Protesters file lawsuit against Salt Lake City
SALT LAKE CITY — More than a dozen people who were protesting in downtown Salt Lake City over the death of George Floyd in May of 2020 have filed a lawsuit against the city, claiming their civil rights were violated.
The lawsuit, filed in federal court on Oct. 8, lists 14 Utah residents as plaintiffs. They are represented by attorney Brian Jackson.
“The First Amendment is a very powerful constitutional right and the Supreme Court of the United States has always come out to protect that,” Jackson said in an interview with KSL-TV.
The protests started peaceful on Saturday, May 30, 2020, but later, resulted in violence and vandalism, including graffiti painted on the Utah State Capitol Building, a burned police car and broken windows on downtown buildings.
Officials said 46 people were arrested and 21 officers were injured, KSL-TV reported at the time. Police later said 24 officers were injured that day.
Jackson said the 72-hour curfew put in place by Mayor Erin Mendenhall should have been a last resort and that the order was signed just 20 minutes before going into place.

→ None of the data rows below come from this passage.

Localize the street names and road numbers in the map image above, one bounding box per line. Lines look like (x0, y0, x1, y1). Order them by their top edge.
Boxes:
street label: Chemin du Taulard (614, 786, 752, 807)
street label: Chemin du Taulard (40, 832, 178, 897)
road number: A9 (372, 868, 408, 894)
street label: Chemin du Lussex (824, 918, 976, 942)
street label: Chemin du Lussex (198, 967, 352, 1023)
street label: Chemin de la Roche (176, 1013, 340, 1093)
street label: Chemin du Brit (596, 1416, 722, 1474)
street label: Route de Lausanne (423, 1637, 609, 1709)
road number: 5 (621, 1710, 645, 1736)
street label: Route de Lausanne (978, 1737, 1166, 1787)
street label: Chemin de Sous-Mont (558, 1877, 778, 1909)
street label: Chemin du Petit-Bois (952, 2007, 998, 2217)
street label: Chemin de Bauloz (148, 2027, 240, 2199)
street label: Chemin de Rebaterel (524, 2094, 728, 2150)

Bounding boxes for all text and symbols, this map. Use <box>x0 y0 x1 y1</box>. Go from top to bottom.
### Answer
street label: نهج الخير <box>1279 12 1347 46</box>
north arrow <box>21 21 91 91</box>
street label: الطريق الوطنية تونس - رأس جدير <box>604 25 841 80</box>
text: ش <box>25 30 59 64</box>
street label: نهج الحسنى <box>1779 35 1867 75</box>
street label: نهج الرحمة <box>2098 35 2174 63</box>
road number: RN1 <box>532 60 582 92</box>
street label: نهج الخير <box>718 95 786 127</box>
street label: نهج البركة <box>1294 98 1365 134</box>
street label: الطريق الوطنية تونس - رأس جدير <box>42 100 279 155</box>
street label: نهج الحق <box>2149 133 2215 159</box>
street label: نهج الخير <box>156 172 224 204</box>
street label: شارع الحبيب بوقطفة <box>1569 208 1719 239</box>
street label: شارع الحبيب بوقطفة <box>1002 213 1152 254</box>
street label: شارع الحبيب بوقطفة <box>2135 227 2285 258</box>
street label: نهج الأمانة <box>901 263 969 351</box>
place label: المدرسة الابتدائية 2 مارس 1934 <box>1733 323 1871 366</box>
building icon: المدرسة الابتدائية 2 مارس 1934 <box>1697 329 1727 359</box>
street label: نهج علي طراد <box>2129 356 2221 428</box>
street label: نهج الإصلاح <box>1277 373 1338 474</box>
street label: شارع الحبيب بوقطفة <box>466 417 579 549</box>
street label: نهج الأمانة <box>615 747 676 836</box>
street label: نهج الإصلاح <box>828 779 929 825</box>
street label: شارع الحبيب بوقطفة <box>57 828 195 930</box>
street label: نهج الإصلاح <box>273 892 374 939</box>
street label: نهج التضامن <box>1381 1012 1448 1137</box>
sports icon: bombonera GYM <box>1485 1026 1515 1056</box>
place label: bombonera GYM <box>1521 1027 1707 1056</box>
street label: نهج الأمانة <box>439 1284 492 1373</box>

“I think the actions of the City specifically show that they had a purpose to move people — which infringes on liberty and free speech as well,” Jackson said.
The lawsuit claims Mendenhall’s curfew order was unlawful.
“The curfew order wholly denied free speech and the right to assemble on all public places,” the lawsuit said. “It was not narrowly tailored with narrow objective standards required under the 1st Amendment of the U.S. Constitution.”
In response to the lawsuit, a Salt Lake City spokesperson issued a statement, saying the city believes Mendenhall and police department acted lawfully and appropriately.
“We believe the City’s curfew and actions were proper and lawful given the nature of events on May 30 and June 1, 2020,” the statement said. “We are confident that the Mayor acted within her legal authority to issue the emergency curfew and the Salt Lake City Police Department acted appropriately during the civil unrest of May 30 and June 1.”
Jackson said some of his clients were hit by rubber bullets and unlawfully arrested. He described the curfew as too broad and overarching.
“It violated everyone’s free speech, not only just the protesters, but everyone in the city of Salt Lake was under this curfew order,” he said.
The lawsuit requests a jury trial and is seeking damages and reimbursement for attorney fees.